As contas públicas não precisam dos R$ 6 bilhões confiscados de aposentados e pensionistas para se equilibrarem, mas sim do enfrentamento do Sistema da Dívida, o verdadeiro vilão que leva, todo ano, quase R$ 2 trilhões do orçamento federal, fatia de mais de 40%, destinada a sustentar seus questionáveis mecanismos, juros e amortizações! Essa chamada dívida pública não tem contrapartida em investimentos, como já declarou o Tribunal de Contas da União, e é repleta de ilegitimidades e ilegalidades já comprovadas em diversas investigações realizadas pelo Congresso Nacional e pela Auditoria Cidadã da Dívida.

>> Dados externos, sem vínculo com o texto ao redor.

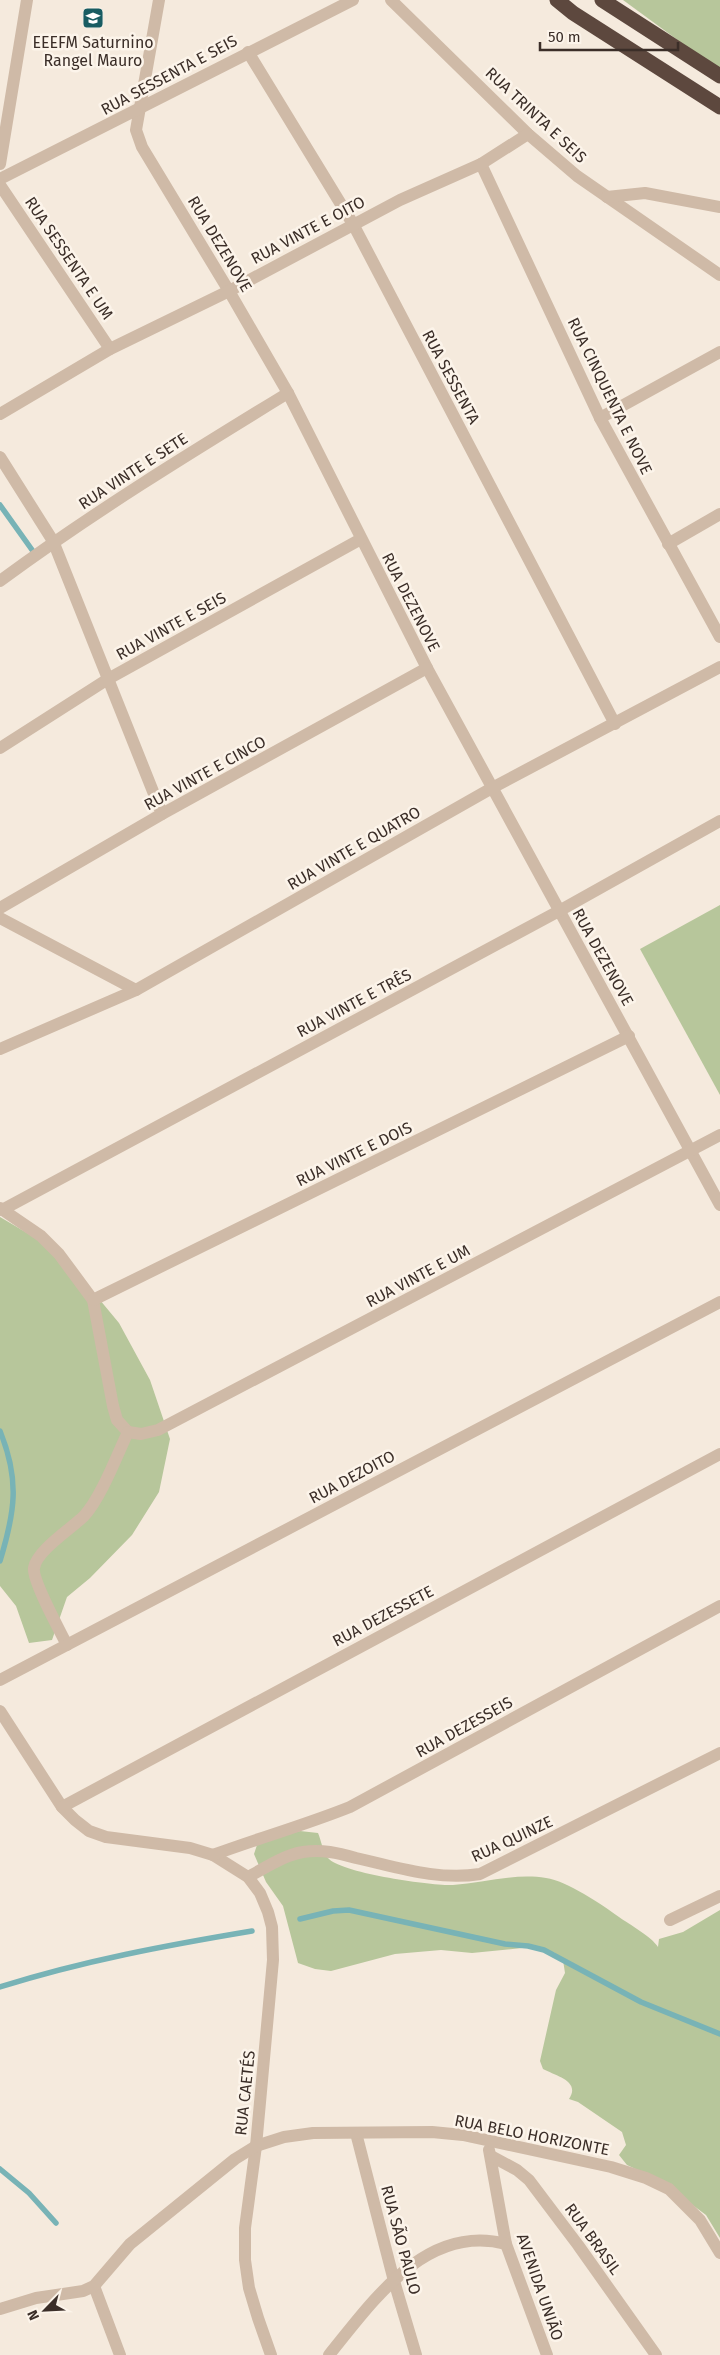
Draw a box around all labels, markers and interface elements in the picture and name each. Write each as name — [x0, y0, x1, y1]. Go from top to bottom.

Até quando vamos aceitar viver no avesso do que o Brasil poderia ser, sugado por uma chamada dívida que impede o atendimento aos direitos sociais e suga recursos orçamentários que deveriam financiar o nosso desenvolvimento socioeconômico, garantindo vida digna em abundância para todas as pessoas? A Campanha Nacional por Direitos Sociais , que está se consolidando e sempre aberta a novas adesões, será um grande passo para sairmos desse avesso.
Maria Lucia Fattorelli é coordenadora Nacional da Auditoria Cidadã da Dívida, membro da Comissão Brasileira Justiça e Paz (CBJP), organismo da CNBB; e coordenadora do Observatório de Finanças e Economia de Francisco e Clara da CBJP. Escreve mensalmente para o Extra Classe.